A special report in the September 21 NCI Cancer Bulletin delineated recent advances in providing palliative care to patients undergoing cancer treatment. With advances in cancer care, some cancers have come to be viewed as chronic illnesses, with patients surviving for years and sometimes decades.

Still, many patients will die from their illnesses, notes Dr. James Tulsky, director of the Center for Palliative Care at Duke University. "There is a pressing need for end-of-life care, from symptoms management to provider care management to psychological and spiritual support," he says. NCI's Palliative Care Working Group is addressing that need by coordinating widespread efforts in research, education, and training and by collaborating with many government and nongovernment groups to improve care and reduce suffering for people living with advanced cancer.

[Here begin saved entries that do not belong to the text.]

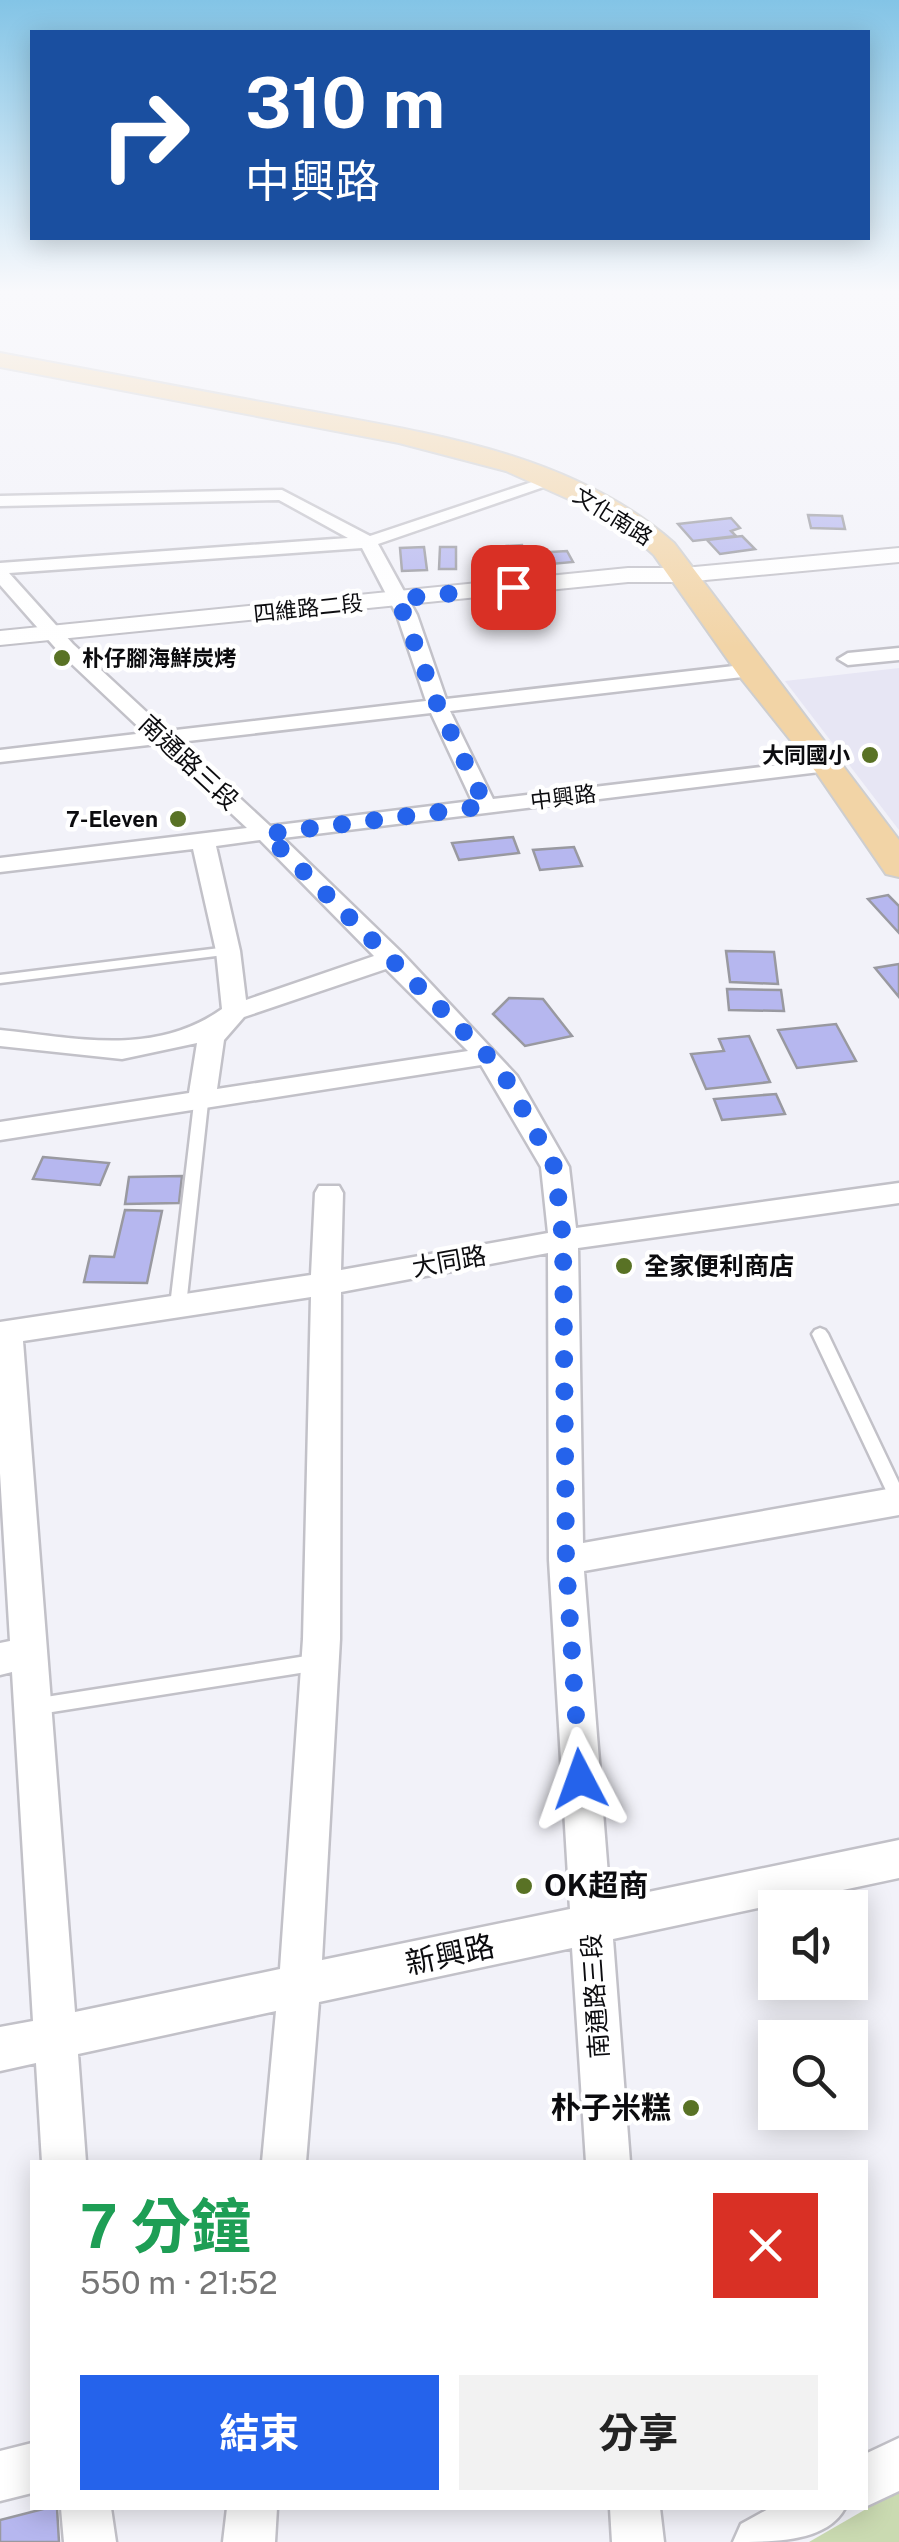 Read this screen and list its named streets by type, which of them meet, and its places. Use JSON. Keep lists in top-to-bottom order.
{
  "streets": {
    "main road": ["文化南路"],
    "street": [
      "四維路二段",
      "南通路三段",
      "中興路",
      "大同路",
      "新興路"
    ]
  },
  "crossings": [
    ["文化南路", "四維路二段"],
    ["文化南路", "中興路"],
    ["四維路二段", "南通路三段"],
    ["南通路三段", "中興路"],
    ["南通路三段", "大同路"],
    ["南通路三段", "新興路"]
  ],
  "places": [
    "朴仔腳海鮮炭烤",
    "大同國小",
    "7-Eleven",
    "全家便利商店",
    "OK超商",
    "朴子米糕"
  ],
  "page": {
    "turn": ["310 m", "中興路"],
    "heading": ["7 分鐘", "550 m · 21:52"],
    "buttons": ["結束", "分享"]
  }
}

"We need more evidence-based research to give better end-of-life care," says Andrea Denicoff, the NCI coordinator for palliative care initiatives. She notes that even though the science is strong on treating cancer pain, misunderstandings about and barriers to effective pain management are still common among caregivers, patients, and physicians.

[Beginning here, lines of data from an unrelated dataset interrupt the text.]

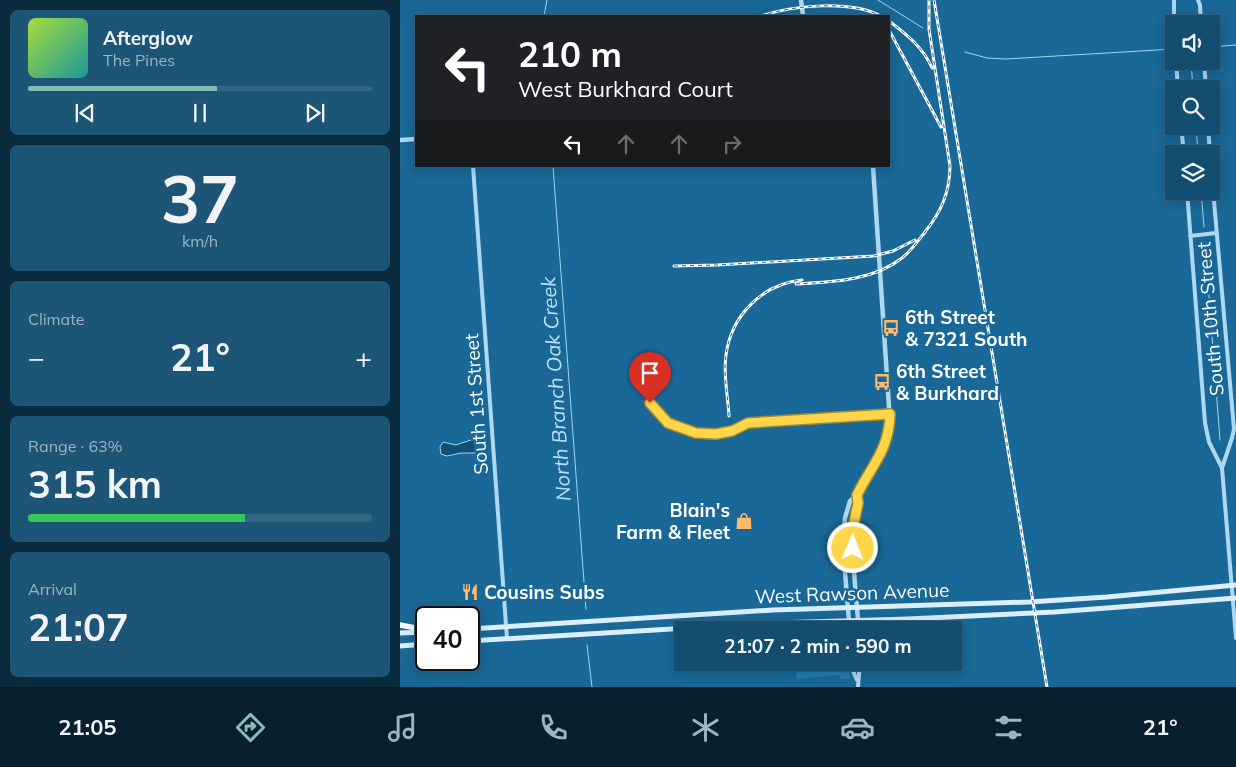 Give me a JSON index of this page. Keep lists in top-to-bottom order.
{
  "streets": {
    "main road": ["West Rawson Avenue"],
    "street": ["South 10th Street", "South 1st Street"]
  },
  "crossings": [
    ["South 10th Street", "West Rawson Avenue"],
    ["South 1st Street", "West Rawson Avenue"]
  ],
  "water": ["North Branch Oak Creek"],
  "places": {
    "bus stop": ["6th Street & 7321 South", "6th Street & Burkhard"],
    "shop": ["Blain's Farm & Fleet"],
    "restaurant": ["Cousins Subs"]
  },
  "page": {
    "turn": ["210 m", "West Burkhard Court"],
    "song": ["Afterglow", "The Pines"],
    "tile": [
      ["37", "km/h"],
      "Climate",
      ["Range · 63%", "315 km"],
      ["Arrival", "21:07"]
    ],
    "heat": ["−", "21°", "+"],
    "limit": "40",
    "trip": "21:07 · 2 min · 590 m",
    "tabs": ["21:05", "21°"]
  }
} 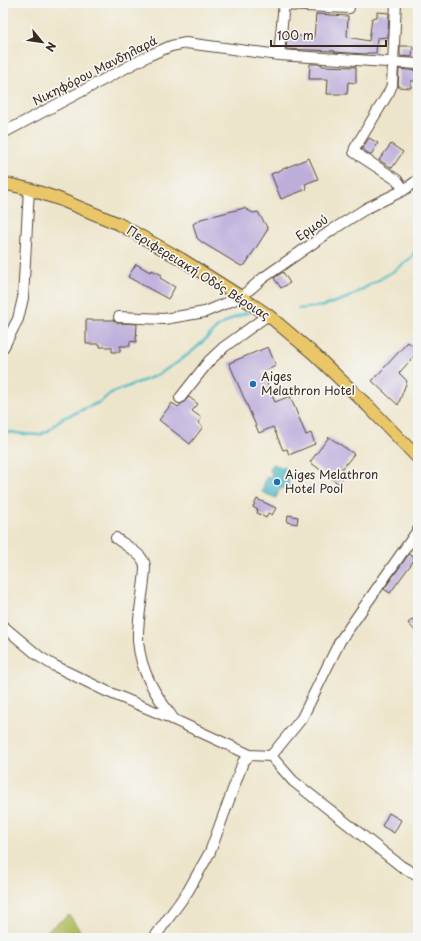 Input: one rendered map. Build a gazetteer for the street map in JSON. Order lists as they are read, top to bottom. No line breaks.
{"streets":{"main road":["Περιφερειακή Οδός Βέροιας"],"street":["Νικηφόρου Μανδηλαρά","Ερμού"]},"crossings":[["Ερμού","Περιφερειακή Οδός Βέροιας"]],"places":["Aiges Melathron Hotel","Aiges Melathron Hotel Pool"],"scale_bar":"100 m","north":"bottom right"}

Research has shown that many physicians need education about discussing and delivering evidence-based palliative care early in the treatment continuum. Dr. Tulsky and his colleagues have been conducting a study called SCOPE: Studying Communication in Oncologist Patient Encounters. After attending a lecture on patient communication, 50 oncologists had their regular conversations with advanced cancer patients recorded. Half of the oncologists received CD-ROMs containing their conversations, along with comments by SCOPE staff on how well the physician communicated.

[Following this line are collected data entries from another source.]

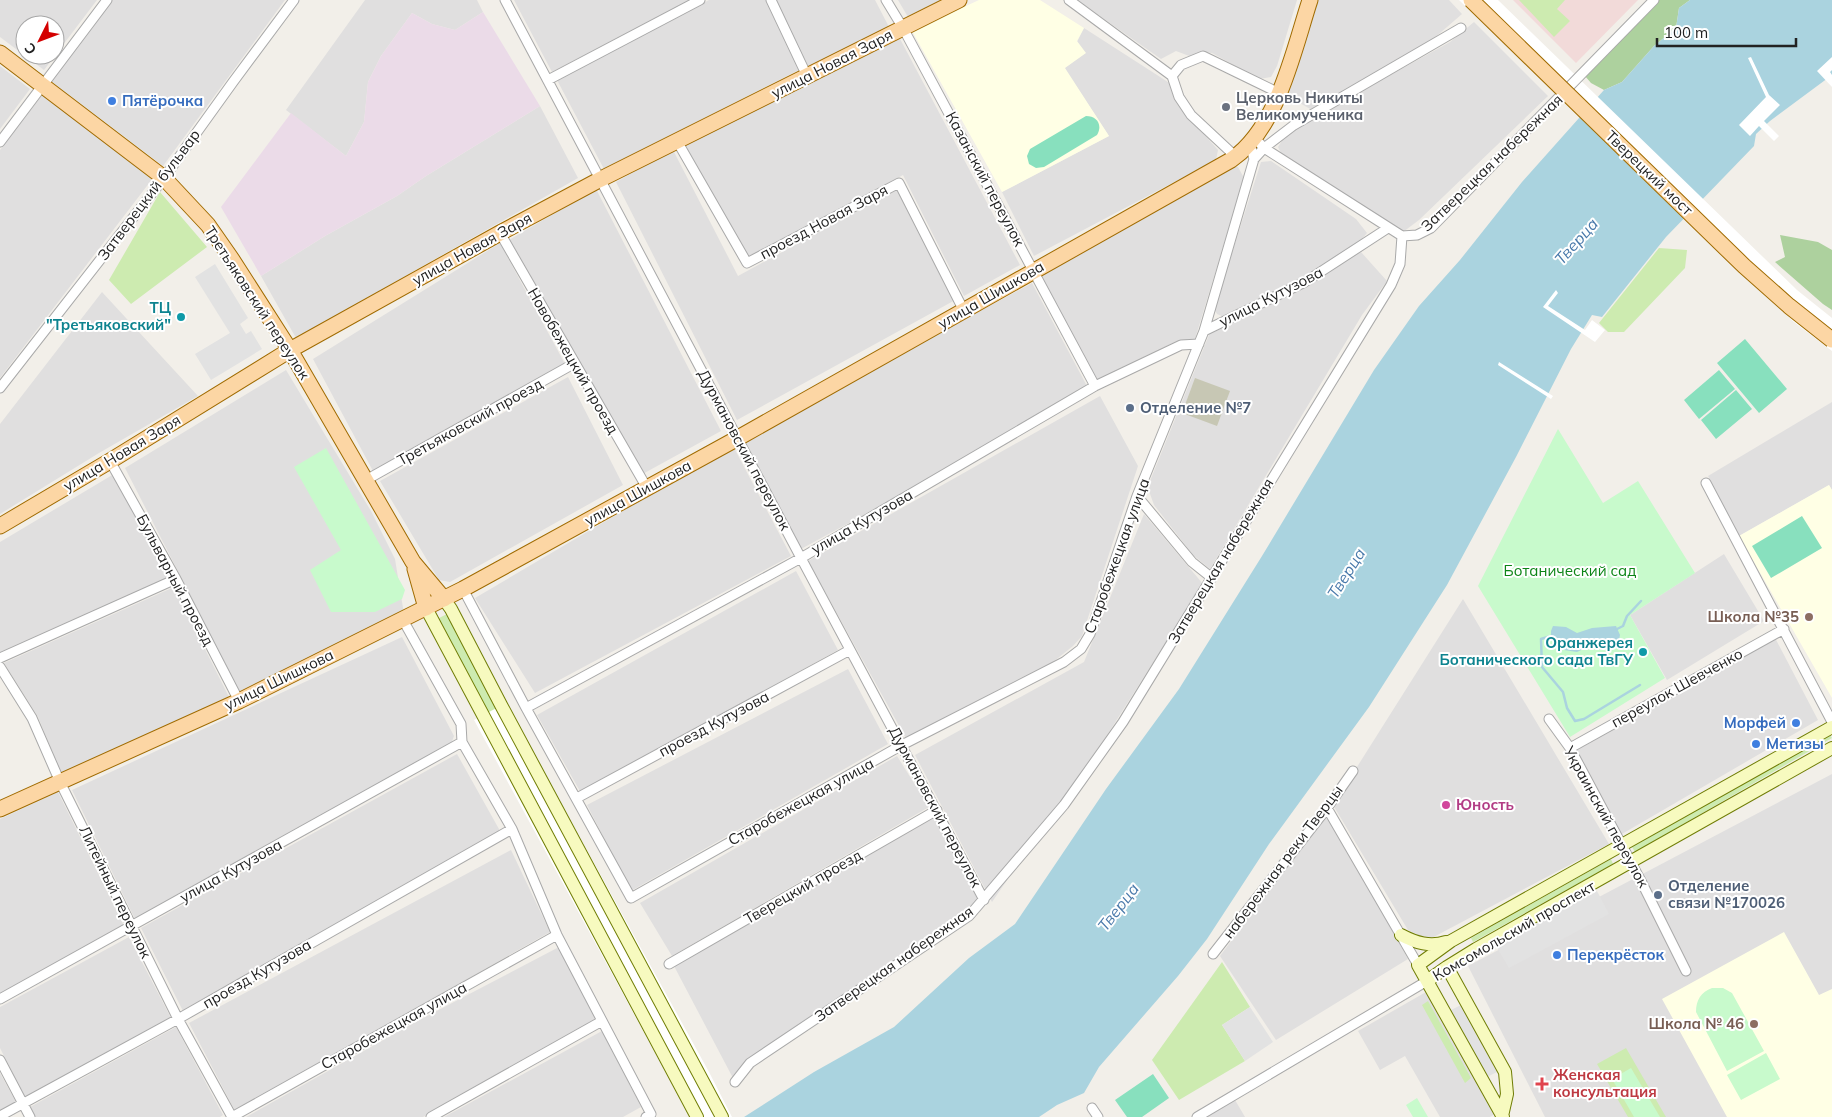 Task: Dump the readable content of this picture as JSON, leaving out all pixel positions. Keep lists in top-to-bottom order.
{
  "streets": {
    "main road": [
      "улица Новая Заря",
      "Тверецкий мост",
      "улица Шишкова",
      "Третьяковский переулок",
      "Старобежецкая улица"
    ],
    "street": [
      "Затверецкая набережная",
      "Казанский переулок",
      "Затверецкий бульвар",
      "проезд Новая Заря",
      "улица Кутузова",
      "Новобежецкий проезд",
      "Третьяковский проезд",
      "Дурмановский переулок",
      "Бульварный проезд",
      "переулок Шевченко",
      "проезд Кутузова",
      "Украинский переулок",
      "набережная реки Тверцы",
      "Тверецкий проезд",
      "Литейный переулок",
      "Комсомольский проспект"
    ]
  },
  "crossings": [
    ["улица Новая Заря", "Казанский переулок"],
    ["улица Новая Заря", "проезд Новая Заря"],
    ["улица Новая Заря", "Третьяковский переулок"],
    ["улица Новая Заря", "Новобежецкий проезд"],
    ["улица Новая Заря", "Дурмановский переулок"],
    ["улица Новая Заря", "Бульварный проезд"],
    ["Затверецкая набережная", "Дурмановский переулок"],
    ["Казанский переулок", "улица Шишкова"],
    ["Казанский переулок", "улица Кутузова"],
    ["Затверецкий бульвар", "Третьяковский переулок"],
    ["проезд Новая Заря", "улица Шишкова"],
    ["улица Шишкова", "Третьяковский переулок"],
    ["улица Шишкова", "Новобежецкий проезд"],
    ["улица Шишкова", "Дурмановский переулок"],
    ["улица Шишкова", "Старобежецкая улица"],
    ["улица Шишкова", "Бульварный проезд"],
    ["улица Шишкова", "Литейный переулок"],
    ["улица Кутузова", "Дурмановский переулок"],
    ["улица Кутузова", "Старобежецкая улица"],
    ["улица Кутузова", "Литейный переулок"],
    ["Третьяковский переулок", "Третьяковский проезд"],
    ["Новобежецкий проезд", "Третьяковский проезд"],
    ["Дурмановский переулок", "Старобежецкая улица"],
    ["Дурмановский переулок", "проезд Кутузова"],
    ["Дурмановский переулок", "Тверецкий проезд"],
    ["Старобежецкая улица", "проезд Кутузова"],
    ["Старобежецкая улица", "Литейный переулок"],
    ["переулок Шевченко", "Украинский переулок"],
    ["проезд Кутузова", "Литейный переулок"],
    ["Украинский переулок", "Комсомольский проспект"]
  ],
  "water": ["Тверца"],
  "parks": ["Ботанический сад"],
  "places": {
    "other": [
      "Пятёрочка",
      "Церковь Никиты Великомученика",
      "ТЦ \"Третьяковский\"",
      "Отделение №7",
      "Школа №35",
      "Оранжерея Ботанического сада ТвГУ",
      "Морфей",
      "Метизы",
      "Юность",
      "Отделение связи №170026",
      "Перекрёсток",
      "Школа № 46"
    ],
    "health": ["Женская консультация"]
  },
  "scale_bar": "100 m",
  "north": "bottom left"
}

"This method allows oncologists to enhance their communication skills through feedback," Dr. Tulsky says. "We also ask the patients for their feedback on their anxiety levels and satisfaction with their doctors; this gives us qualitative results."

Integrating palliative care early, Ms. Denicoff points out, improves symptom management and avoids a situation in which patients feel they are being given the either/or choice of being made comfortable or aggressively treating the disease. Instead, patients should have both treatment and symptom management along the disease trajectory. At the end of life, when the symptoms may be more frequent and intense, there should be a transition to more palliative care, according to Ms. Denicoff. "Doctors can help terminally ill patients die without suffering. That is a medical success - dying with unnecessary treatment or pain is not," she says.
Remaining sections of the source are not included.